Data extracts:
--------------------------------------------------
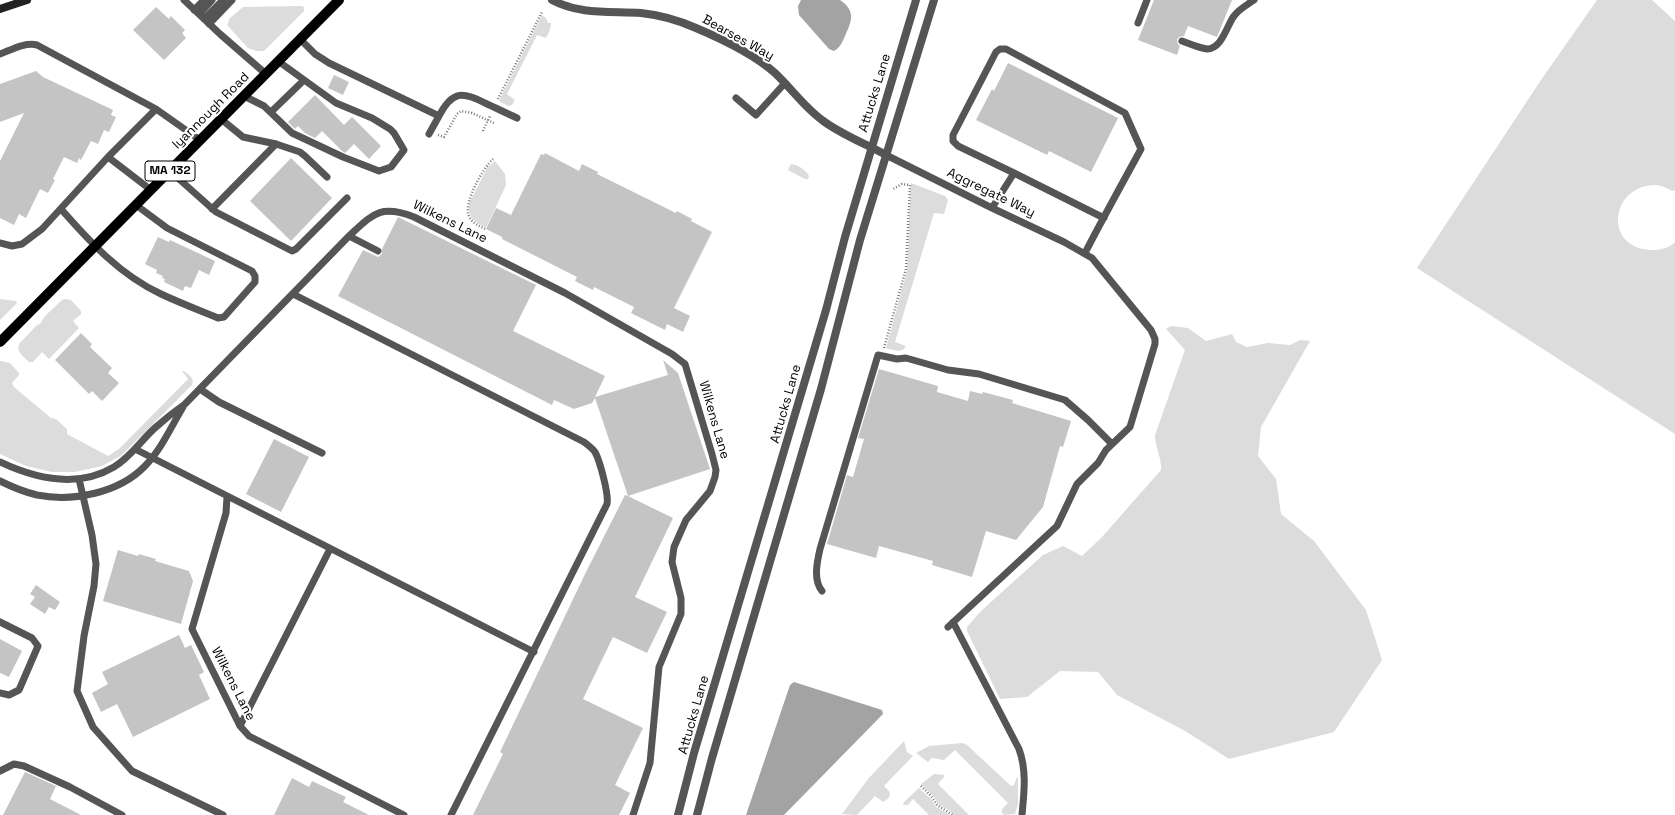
<!DOCTYPE html>
<style>
body{margin:0}
canvas{display:block;background:#fff}
</style>
<canvas width="1675" height="815"></canvas>
<script>
const c = document.querySelector('canvas').getContext('2d');
c.lineJoin = 'round';
function fill(path, color) { c.fillStyle = color; c.fill(path, 'evenodd'); }
function stroke(path, color, width, dash) { c.strokeStyle = color; c.lineWidth = width; c.lineCap = dash ? 'butt' : 'round'; c.setLineDash(dash || []); c.stroke(path); }
function write(font, color, halo, rows, align = 'center') {
  c.font = font + ' "Space Grotesk",sans-serif'; c.lineWidth = 4; c.setLineDash([]); c.textBaseline = 'middle'; c.strokeStyle = halo; c.fillStyle = color; for (const [text, x, y, turn = 0] of rows) {
    c.save(); c.translate(x, y); c.rotate((+turn || 0) * Math.PI / 180); c.textAlign = isNaN(turn) ? turn : align; if (halo) c.strokeText(text, 0, 0); c.fillText(text, 0, 0); c.restore();
  }
}
fill(new Path2D(`
 M1597,0H1652L1675,21V190L1673,191C1668,189 1661,185 1656,185C1609,185 1603,250 1653,250C1660,250 1670,248 1675,242V434L1417,268L1541,80Z
 M301,6L304,7V11L264,51H256L248,48L227,25L230,18L243,7Z
 M542,15L546,18L548,23H551L550,30L546,38L537,35L507,94L515,100L512,105L508,106L499,101Z
 M495,161L505,174L506,185L486,228C474,222 467,217 470,202L487,168Z
 M791,164C797,164 806,170 809,176L808,179H805L788,170Z
 M911,183L945,196L948,200L944,214L934,213L895,342L906,346C902,354 893,350 886,348L907,271Z
 M0,299L16,301L17,303L0,320Z
 M65,299L71,300L81,311V314L73,321L79,328L49,359L42,352L33,362H29C24,357 16,352 19,344L37,325L40,324L45,316L62,300Z
 M1171,326L1188,328L1206,341L1232,334L1236,342L1247,347L1268,343L1290,345L1300,340L1310,341L1261,427L1258,456L1276,479L1281,514L1314,541L1366,610L1382,660L1334,732L1229,759L1185,731L1117,695L1098,672L1060,671L1027,697L1000,699L967,631V627L981,611L1043,555L1063,546L1082,556L1102,537L1161,470C1162,458 1155,447 1155,435L1185,350L1166,329Z
 M0,361L10,363L19,373V375L12,383L14,387L51,418L56,419L67,429V434L108,456L119,449L188,379L182,371H184C189,375 195,378 192,385L122,455L102,466L75,472H52L26,466L0,454Z
 M904,741L907,752L913,756L884,786L890,792L889,798L883,802L875,796L857,815L842,814L868,779Z
 M963,743L967,745L1011,786L1014,785L1017,777L1018,778V804L1015,814L1004,815L1002,813V809L1008,803L955,750L944,760L932,758L928,762L916,753L929,746Z
 M934,774L944,775V777L938,784L969,815H954L949,810L938,804L934,797L921,784Z
 M919,788L931,799L936,807L951,815H929L913,799L908,805H903L904,802Z`), '#dcdcdc');
fill(new Path2D(`
 M801,0H840C856,11 852,21 845,36C842,42 841,47 834,51L829,49L799,15L798,6Z
 M794,682L882,710L883,714L784,815H746L790,685Z`), '#a3a3a3');
fill(new Path2D(`
 M1154,0H1232L1217,37L1188,26L1184,36L1179,37L1177,40L1178,44L1180,46L1177,55L1138,40Z
 M156,7L169,19L171,16L185,30L182,33L186,38L164,60L133,30Z
 M1008,63L1118,118L1091,172L1049,151L1047,155L976,120L992,89L994,91Z
 M36,71L43,77L113,110L111,115L116,117L109,132L104,130L98,144L91,141L81,160L79,158L77,163L64,157L53,179L55,180L48,193L40,189L26,218L19,214L14,225L0,218V161L24,113L0,122V84Z
 M334,75L349,82L343,95L328,88Z
 M315,95L344,125L352,117L381,146L369,159L354,144L345,153L341,150L322,131L315,138L305,133L298,126L295,129L288,122Z
 M545,153L579,171L582,164L598,172L597,174L676,213L677,211L692,219L691,221L712,232L674,308L690,316L683,332L667,324L665,330L631,313L634,307L594,287L593,290L575,281L577,277L502,239V237L486,229L496,208L511,215L541,154L544,155Z
 M291,158L332,198L291,241L250,201Z
 M398,217L536,285L513,331L605,376L595,397L668,375L663,360L678,373L710,469L628,496L673,518L635,597L667,612L647,653L613,637L583,699L643,728L615,785L630,793L619,815H473L503,754L500,752L586,572L625,495L628,496L595,398L592,403L574,409L554,400L552,405L338,296L363,250L378,257L382,254V249Z
 M158,237L169,242L170,240L215,261L209,275L199,270L191,288L185,286L183,291L164,282L165,279L162,278L163,276L156,273L157,270L145,264Z
 M81,333L92,344L90,347L112,368L108,373L119,383L102,401L92,391L89,394L55,360Z
 M879,369L938,386L937,392L968,401L970,391L982,394L983,392L1013,400L1012,403L1071,421L1063,447L1060,446L1043,507L1016,540L986,531L972,577L932,565L933,561L879,546L876,558L827,544L847,475L853,477L864,439L858,438Z
 M274,439L309,457L281,512L246,494Z
 M118,550L138,556L139,554L156,559L155,561L189,571L193,581L181,624L103,601Z
 M36,585L60,602L55,610L49,607L45,614L30,604L35,597L30,594Z
 M179,635L185,648L191,645L204,672L199,675L210,699L133,737L117,704L101,712L92,693L108,684L102,672Z
 M0,639L22,651L9,677L0,673Z
 M25,772L56,786L50,799L81,815H3Z
 M292,778L309,787L312,781L346,797L343,802L369,815H274Z`), '#c4c4c4');
stroke(new Path2D(`
 M498,99L542,12
 M483,131L490,116
 M438,135L444,137L457,114L461,111L472,113L494,123
 M485,229C479,226 472,223 469,216C463,203 483,168 493,159
 M884,348L906,269L910,185L902,184L893,189
 M921,786L931,796L937,805L953,815`), '#777', 2.5, [1, 2]);
stroke(new Path2D(`
 M184,0L220,34L266,74
 M194,10L204,0
 M199,14L212,0
 M204,19L223,0
 M1138,23L1147,0
 M209,24L232,0
 M300,39L315,54L329,63L439,116C452,91 462,91 485,103C496,108 506,113 517,118
 M1182,41C1190,44 1199,48 1207,49C1222,49 1227,25 1234,16C1239,9 1247,5 1254,0
 M0,54C11,50 25,42 37,45L156,109L108,157L42,229L22,244L12,246L0,243
 M244,96L264,106L292,133L343,157L379,171L391,167L404,150L394,133L390,129L372,118L336,103L278,61
 M736,98L756,115L785,83
 M156,109L200,140
 M271,112L303,81
 M221,119L243,137L276,144L300,152L305,156L327,177
 M429,134L439,116
 M886,155L992,208L1064,242L1092,258L1151,330L1155,339V344L1130,427L1106,450L1098,463L1077,484L1057,526L948,627
 M108,157L151,190
 M170,171L216,212L292,251L296,249L347,198
 M992,208L1014,173
 M61,209C90,242 120,275 161,294C180,303 199,310 218,318L224,317L255,282V276L252,271L167,228L136,205
 M212,209L276,144
 M349,236L378,251
 M1085,253C1103,218 1122,184 1141,149L1125,113L1006,49H1000L996,52L953,135V141L958,146L1014,173L1104,218
 M293,294L584,442C588,445 592,448 595,452C600,461 609,495 607,504L451,815
 M200,389L219,402L322,453
 M135,449L534,652
 M0,462C36,479 77,489 114,467C131,457 142,439 156,427C165,419 175,411 185,404L349,236C373,214 380,204 414,217L565,293L672,354L685,364L712,454L716,470L715,477L710,491L686,520L674,547L672,562L681,598V614L659,667L650,763L633,815
 M79,479L92,535L96,564L94,586L84,636L77,691L93,727L132,771L223,815
 M0,481C12,487 24,492 37,495C73,502 119,493 145,466C161,450 171,427 183,407
 M227,497L226,513L192,629L240,726L249,736L404,815
 M822,591C813,580 817,562 820,549L878,355L897,359L906,358L948,370L979,374L1065,400L1088,420L1112,444
 M0,622L32,638L38,646L19,690L9,695L0,693
 M953,622L1019,749C1027,771 1024,793 1022,815
 M240,726L330,549
 M0,771L14,764L24,766L70,787L122,815`), '#555', 7);
stroke(new Path2D(`
 M552,0C580,15 610,11 641,13C660,15 678,20 696,28C722,39 754,54 775,73C791,88 804,107 822,120C840,134 866,144 886,155
 M678,815L694,753L826,310L845,237L916,0
 M697,815L712,758L821,389L860,240L934,0`), '#555', 8);
stroke(new Path2D(`
 M0,9L27,0`), '#222', 8);
stroke(new Path2D(`
 M0,342L339,0`), '#000', 10);
for (const [x, y, w] of [
 [170,171,50]
]) { const box = new Path2D(); box.roundRect(x - w / 2, y - 10, w, 20, 3); c.fillStyle = '#fff'; c.fill(box); stroke(box, '#000', 1); }
write('bold 12px', '#000', null, [
 ["MA 132",170,171]
]);
write('13px', '#000', '#fff', [
 ["Bearses Way",738,38,29],
 ["Attucks Lane",875,93,-73],
 ["Iyannough Road",211,111,-45],
 ["Aggregate Way",991,193,26],
 ["Wilkens Lane",450,222,26],
 ["Attucks Lane",786,404,-74],
 ["Wilkens Lane",714,420,74],
 ["Wilkens Lane",233,684,63],
 ["Attucks Lane",694,715,-74]
]);
</script>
--------------------------------------------------
Search the entries for the string "Lane" and collect each line that has it.

 ["Attucks Lane",875,93,-73],
 ["Wilkens Lane",450,222,26],
 ["Attucks Lane",786,404,-74],
 ["Wilkens Lane",714,420,74],
 ["Wilkens Lane",233,684,63],
 ["Attucks Lane",694,715,-74]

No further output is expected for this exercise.